You are viewing a plain text version of this content. The canonical link for it is here.

Posted to users@opennlp.apache.org by "Jim foo.bar" <ji...@gmail.com> on 2012/11/20 13:08:56 UTC

better explanation of some features?

Hi all,

I am trying to properly understand all the built-in features of openNLP 
but I'm having some trouble with some of them...

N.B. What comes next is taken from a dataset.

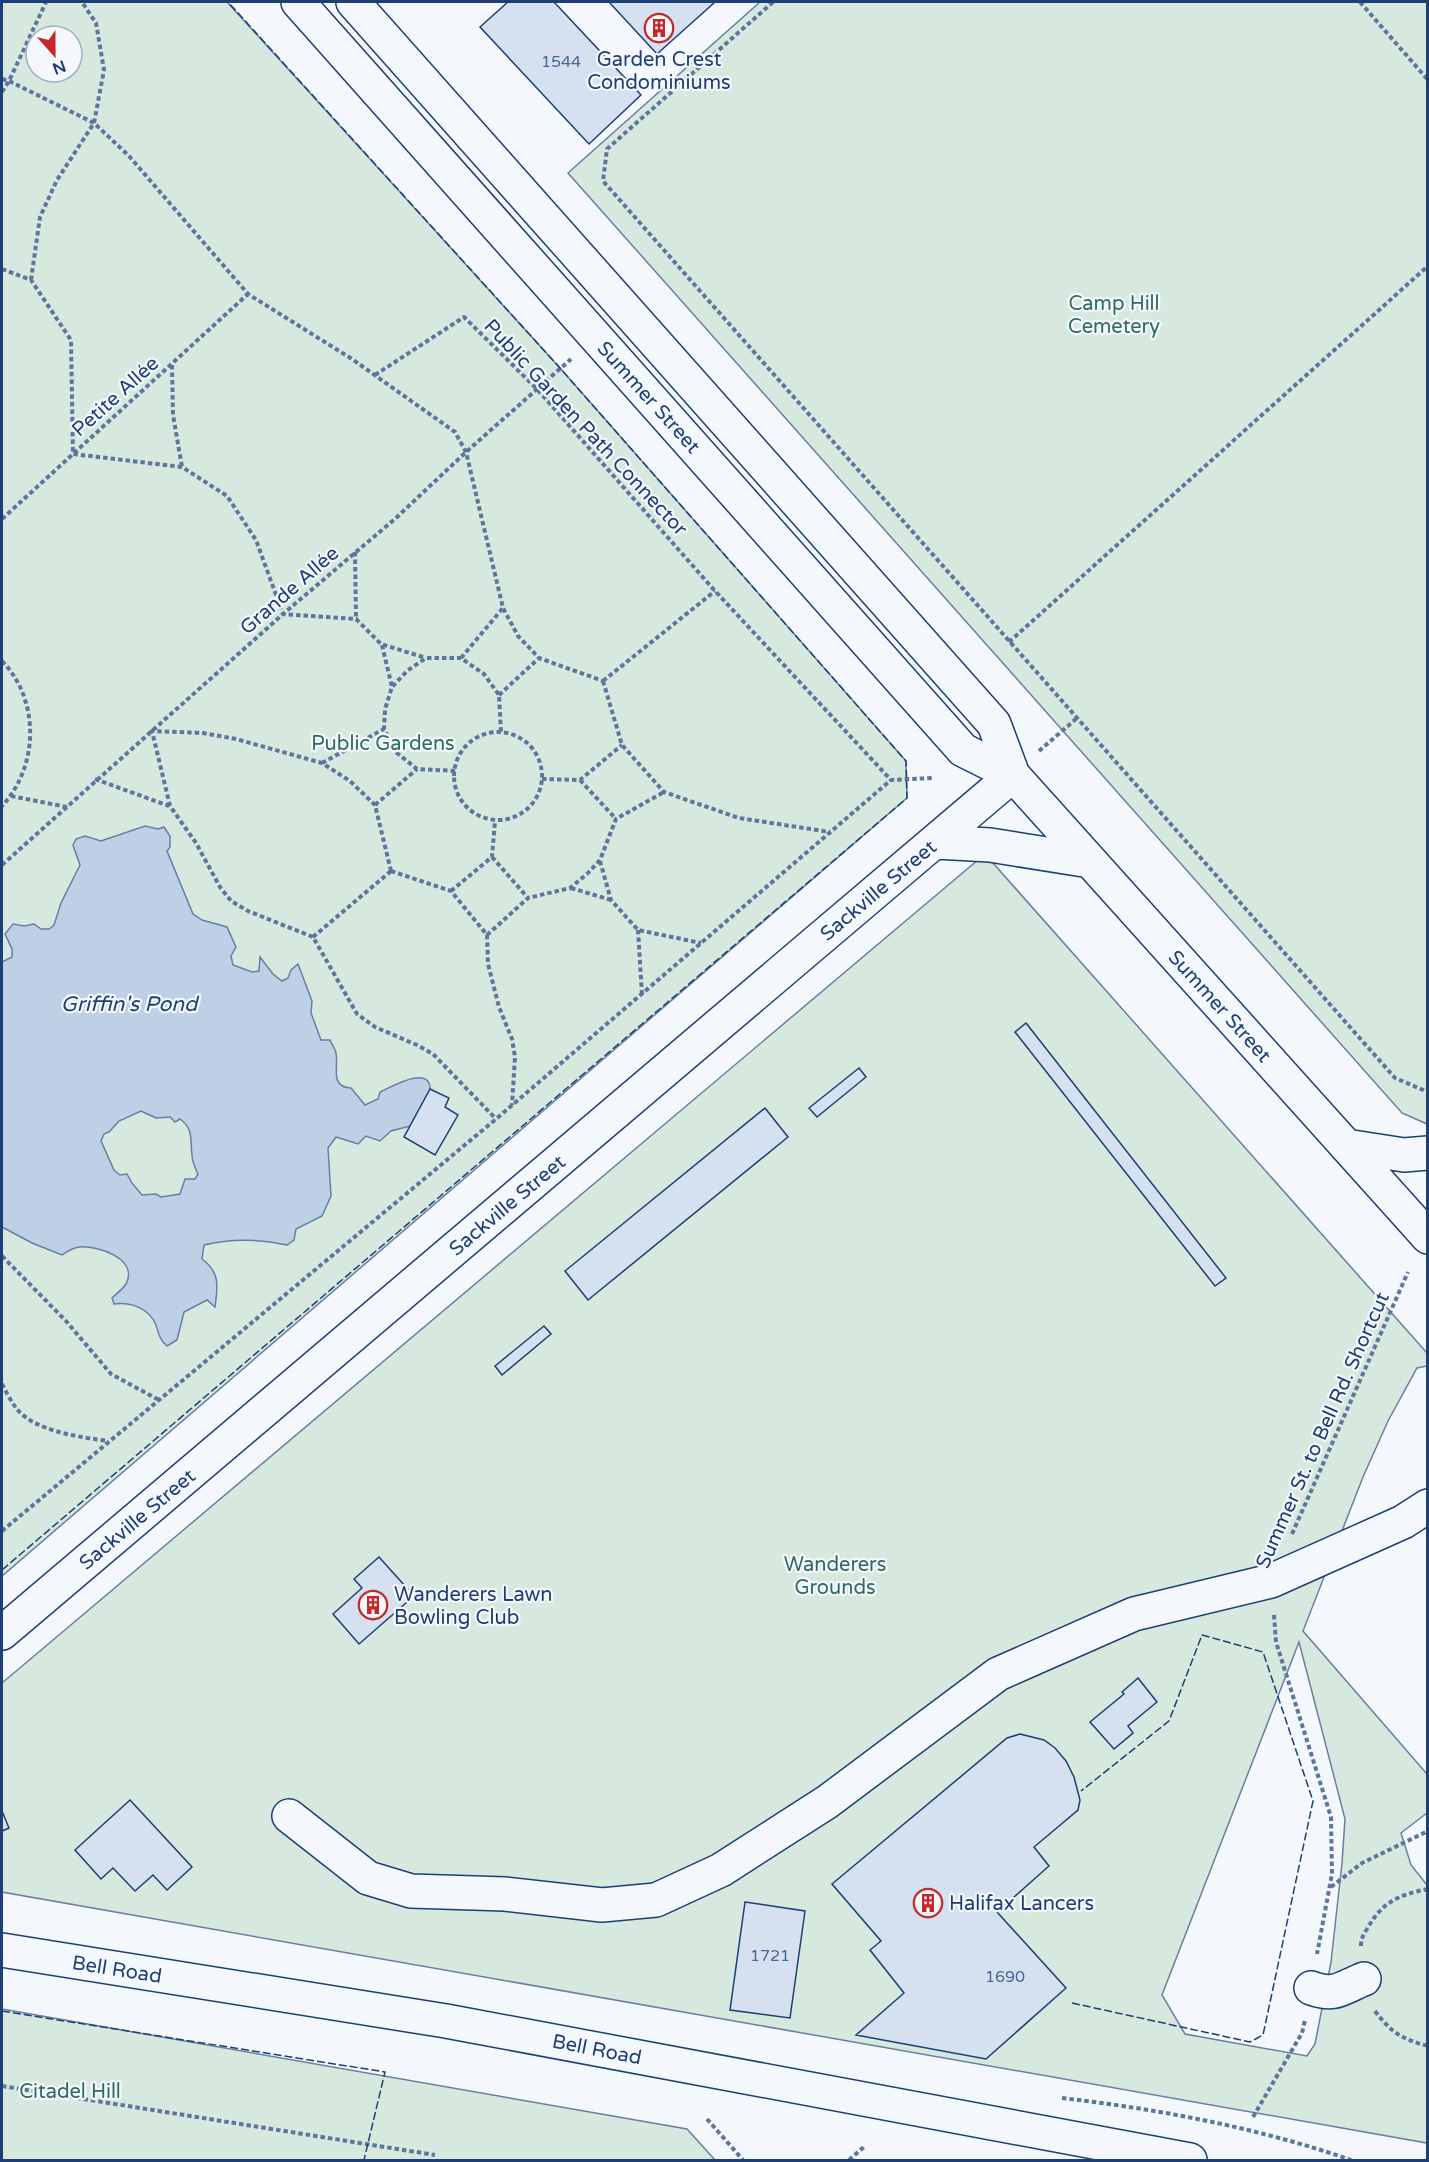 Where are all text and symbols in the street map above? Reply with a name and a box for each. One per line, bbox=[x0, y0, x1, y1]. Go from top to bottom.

The maxent introduction page [1] mentions:

> So, say you want to implement a program which uses maxent to find 
> names in a text., such as:
>
>     /He succeeds Terrence D. Daniels, formerly a W.R. Grace vice
>     chairman, who resigned./ 
>
> If you are currently looking at the word /Terrence/ and are trying to 
> decide if it is a name or not, examples of the kinds of features you 
> might use are "previous=succeeds", "current=Terrence", "next=D.", and 
> "currentWordIsCapitalized".  You might even add a feature that says 
> that "Terrence" was seen as a name before.
>

I am particularly interested in the last sentence: *" You might even add 
a feature that says that "Terrence" was seen as a name before. "*

Does this refer to the "PreviousMapFeatureGenerator" ?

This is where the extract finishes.